##### Data excerpts #####
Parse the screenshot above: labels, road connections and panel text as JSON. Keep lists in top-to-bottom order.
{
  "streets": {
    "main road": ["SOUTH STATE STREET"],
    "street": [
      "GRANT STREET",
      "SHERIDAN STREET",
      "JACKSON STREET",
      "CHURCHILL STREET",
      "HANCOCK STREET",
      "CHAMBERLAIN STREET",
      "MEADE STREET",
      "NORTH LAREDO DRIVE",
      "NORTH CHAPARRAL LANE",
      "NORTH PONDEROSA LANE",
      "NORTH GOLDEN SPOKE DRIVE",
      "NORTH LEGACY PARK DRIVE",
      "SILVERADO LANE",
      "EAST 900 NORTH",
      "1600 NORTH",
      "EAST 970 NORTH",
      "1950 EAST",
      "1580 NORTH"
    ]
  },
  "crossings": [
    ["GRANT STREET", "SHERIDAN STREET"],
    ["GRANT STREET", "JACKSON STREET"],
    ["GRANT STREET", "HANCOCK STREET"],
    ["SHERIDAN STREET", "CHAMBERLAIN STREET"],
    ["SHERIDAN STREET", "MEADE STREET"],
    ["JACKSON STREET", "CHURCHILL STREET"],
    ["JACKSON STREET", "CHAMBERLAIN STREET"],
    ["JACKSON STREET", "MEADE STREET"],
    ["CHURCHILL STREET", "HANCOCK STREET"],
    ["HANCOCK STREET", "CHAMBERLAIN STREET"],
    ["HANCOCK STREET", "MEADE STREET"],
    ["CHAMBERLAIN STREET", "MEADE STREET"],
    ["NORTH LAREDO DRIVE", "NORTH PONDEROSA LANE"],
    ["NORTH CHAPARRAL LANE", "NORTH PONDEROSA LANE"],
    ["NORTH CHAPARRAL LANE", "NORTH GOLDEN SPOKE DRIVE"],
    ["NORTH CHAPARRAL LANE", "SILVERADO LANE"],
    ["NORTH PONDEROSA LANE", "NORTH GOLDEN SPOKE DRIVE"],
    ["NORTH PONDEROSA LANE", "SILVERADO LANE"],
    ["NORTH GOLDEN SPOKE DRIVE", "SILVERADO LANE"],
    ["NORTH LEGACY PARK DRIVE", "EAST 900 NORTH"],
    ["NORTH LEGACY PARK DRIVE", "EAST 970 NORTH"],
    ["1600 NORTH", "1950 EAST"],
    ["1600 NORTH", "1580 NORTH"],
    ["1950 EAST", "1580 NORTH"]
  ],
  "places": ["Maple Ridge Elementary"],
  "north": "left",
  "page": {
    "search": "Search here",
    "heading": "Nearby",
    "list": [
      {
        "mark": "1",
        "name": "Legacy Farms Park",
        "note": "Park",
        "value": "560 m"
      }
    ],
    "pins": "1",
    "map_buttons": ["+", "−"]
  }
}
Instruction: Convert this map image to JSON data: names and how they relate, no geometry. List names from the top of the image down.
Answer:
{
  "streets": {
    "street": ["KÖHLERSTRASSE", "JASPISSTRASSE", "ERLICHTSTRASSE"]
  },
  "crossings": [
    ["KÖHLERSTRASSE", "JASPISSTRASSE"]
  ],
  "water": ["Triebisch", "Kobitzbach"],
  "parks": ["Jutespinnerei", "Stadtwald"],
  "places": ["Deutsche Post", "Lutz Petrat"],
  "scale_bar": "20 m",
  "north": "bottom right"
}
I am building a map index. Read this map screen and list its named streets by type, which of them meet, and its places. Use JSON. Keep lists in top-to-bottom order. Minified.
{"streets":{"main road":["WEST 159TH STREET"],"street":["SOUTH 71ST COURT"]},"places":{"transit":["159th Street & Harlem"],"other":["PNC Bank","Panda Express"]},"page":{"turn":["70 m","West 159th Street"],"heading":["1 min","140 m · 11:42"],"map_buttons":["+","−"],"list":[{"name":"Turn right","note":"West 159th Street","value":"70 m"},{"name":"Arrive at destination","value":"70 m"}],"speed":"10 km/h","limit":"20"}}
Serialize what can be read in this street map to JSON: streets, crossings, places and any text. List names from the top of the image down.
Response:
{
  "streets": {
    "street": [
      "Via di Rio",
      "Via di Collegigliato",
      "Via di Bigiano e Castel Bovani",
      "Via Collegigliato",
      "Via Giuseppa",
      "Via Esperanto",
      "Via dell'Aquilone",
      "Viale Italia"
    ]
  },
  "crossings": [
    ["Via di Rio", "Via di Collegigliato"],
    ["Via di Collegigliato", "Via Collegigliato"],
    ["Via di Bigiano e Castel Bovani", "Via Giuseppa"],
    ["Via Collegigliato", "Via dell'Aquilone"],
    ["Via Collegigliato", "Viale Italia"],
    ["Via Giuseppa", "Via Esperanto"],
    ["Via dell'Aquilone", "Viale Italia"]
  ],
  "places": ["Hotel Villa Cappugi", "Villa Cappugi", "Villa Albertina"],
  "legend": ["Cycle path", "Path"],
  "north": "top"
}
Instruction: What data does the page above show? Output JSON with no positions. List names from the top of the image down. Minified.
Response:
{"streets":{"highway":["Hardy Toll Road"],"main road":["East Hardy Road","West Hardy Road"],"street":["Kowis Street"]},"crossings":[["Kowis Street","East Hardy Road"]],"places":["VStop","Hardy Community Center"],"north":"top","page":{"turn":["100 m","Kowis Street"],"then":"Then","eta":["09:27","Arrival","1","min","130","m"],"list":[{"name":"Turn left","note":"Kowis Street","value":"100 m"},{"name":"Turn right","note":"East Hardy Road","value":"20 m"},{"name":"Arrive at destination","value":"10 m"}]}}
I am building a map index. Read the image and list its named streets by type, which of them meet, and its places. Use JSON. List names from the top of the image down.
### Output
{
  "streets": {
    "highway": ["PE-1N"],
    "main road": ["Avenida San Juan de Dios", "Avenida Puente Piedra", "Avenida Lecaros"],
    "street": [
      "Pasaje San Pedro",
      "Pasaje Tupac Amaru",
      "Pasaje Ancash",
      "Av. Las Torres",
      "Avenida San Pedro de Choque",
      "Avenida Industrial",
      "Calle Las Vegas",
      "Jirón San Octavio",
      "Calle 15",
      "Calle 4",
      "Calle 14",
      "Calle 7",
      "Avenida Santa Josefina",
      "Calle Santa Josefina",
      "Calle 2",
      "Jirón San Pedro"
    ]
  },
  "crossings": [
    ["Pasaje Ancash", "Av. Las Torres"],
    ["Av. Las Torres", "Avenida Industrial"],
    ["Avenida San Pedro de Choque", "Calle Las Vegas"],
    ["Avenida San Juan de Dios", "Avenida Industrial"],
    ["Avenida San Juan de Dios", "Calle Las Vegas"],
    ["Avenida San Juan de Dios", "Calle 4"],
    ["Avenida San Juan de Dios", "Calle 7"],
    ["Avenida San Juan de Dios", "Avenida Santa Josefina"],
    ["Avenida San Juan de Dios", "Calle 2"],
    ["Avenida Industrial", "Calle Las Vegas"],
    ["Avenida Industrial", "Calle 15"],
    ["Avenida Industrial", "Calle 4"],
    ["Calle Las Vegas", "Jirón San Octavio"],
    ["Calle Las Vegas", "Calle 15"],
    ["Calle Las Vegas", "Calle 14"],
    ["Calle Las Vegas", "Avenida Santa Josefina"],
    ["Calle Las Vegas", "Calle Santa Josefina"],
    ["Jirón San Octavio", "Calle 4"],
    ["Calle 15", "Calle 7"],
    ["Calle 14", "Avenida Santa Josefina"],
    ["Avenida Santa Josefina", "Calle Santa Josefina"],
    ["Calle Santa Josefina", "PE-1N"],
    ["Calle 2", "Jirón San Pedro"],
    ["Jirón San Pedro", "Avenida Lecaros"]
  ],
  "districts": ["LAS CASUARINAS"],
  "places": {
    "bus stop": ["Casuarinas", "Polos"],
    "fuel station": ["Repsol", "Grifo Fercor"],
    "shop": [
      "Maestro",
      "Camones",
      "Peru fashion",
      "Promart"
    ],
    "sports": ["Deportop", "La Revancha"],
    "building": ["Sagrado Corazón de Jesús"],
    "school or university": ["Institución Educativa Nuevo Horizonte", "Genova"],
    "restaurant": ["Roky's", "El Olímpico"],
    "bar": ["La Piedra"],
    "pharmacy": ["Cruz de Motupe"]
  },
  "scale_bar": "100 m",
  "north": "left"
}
#####
• _Problem description_: Of all the entries above, output exactly the lines between the one holding "Serialize what can" and the one holding "Instruction: What data", inclusive.

• _Written response_:
Serialize what can be read in this street map to JSON: streets, crossings, places and any text. List names from the top of the image down.
Response:
{
  "streets": {
    "street": [
      "Via di Rio",
      "Via di Collegigliato",
      "Via di Bigiano e Castel Bovani",
      "Via Collegigliato",
      "Via Giuseppa",
      "Via Esperanto",
      "Via dell'Aquilone",
      "Viale Italia"
    ]
  },
  "crossings": [
    ["Via di Rio", "Via di Collegigliato"],
    ["Via di Collegigliato", "Via Collegigliato"],
    ["Via di Bigiano e Castel Bovani", "Via Giuseppa"],
    ["Via Collegigliato", "Via dell'Aquilone"],
    ["Via Collegigliato", "Viale Italia"],
    ["Via Giuseppa", "Via Esperanto"],
    ["Via dell'Aquilone", "Viale Italia"]
  ],
  "places": ["Hotel Villa Cappugi", "Villa Cappugi", "Villa Albertina"],
  "legend": ["Cycle path", "Path"],
  "north": "top"
}
Instruction: What data does the page above show? Output JSON with no positions. List names from the top of the image down. Minified.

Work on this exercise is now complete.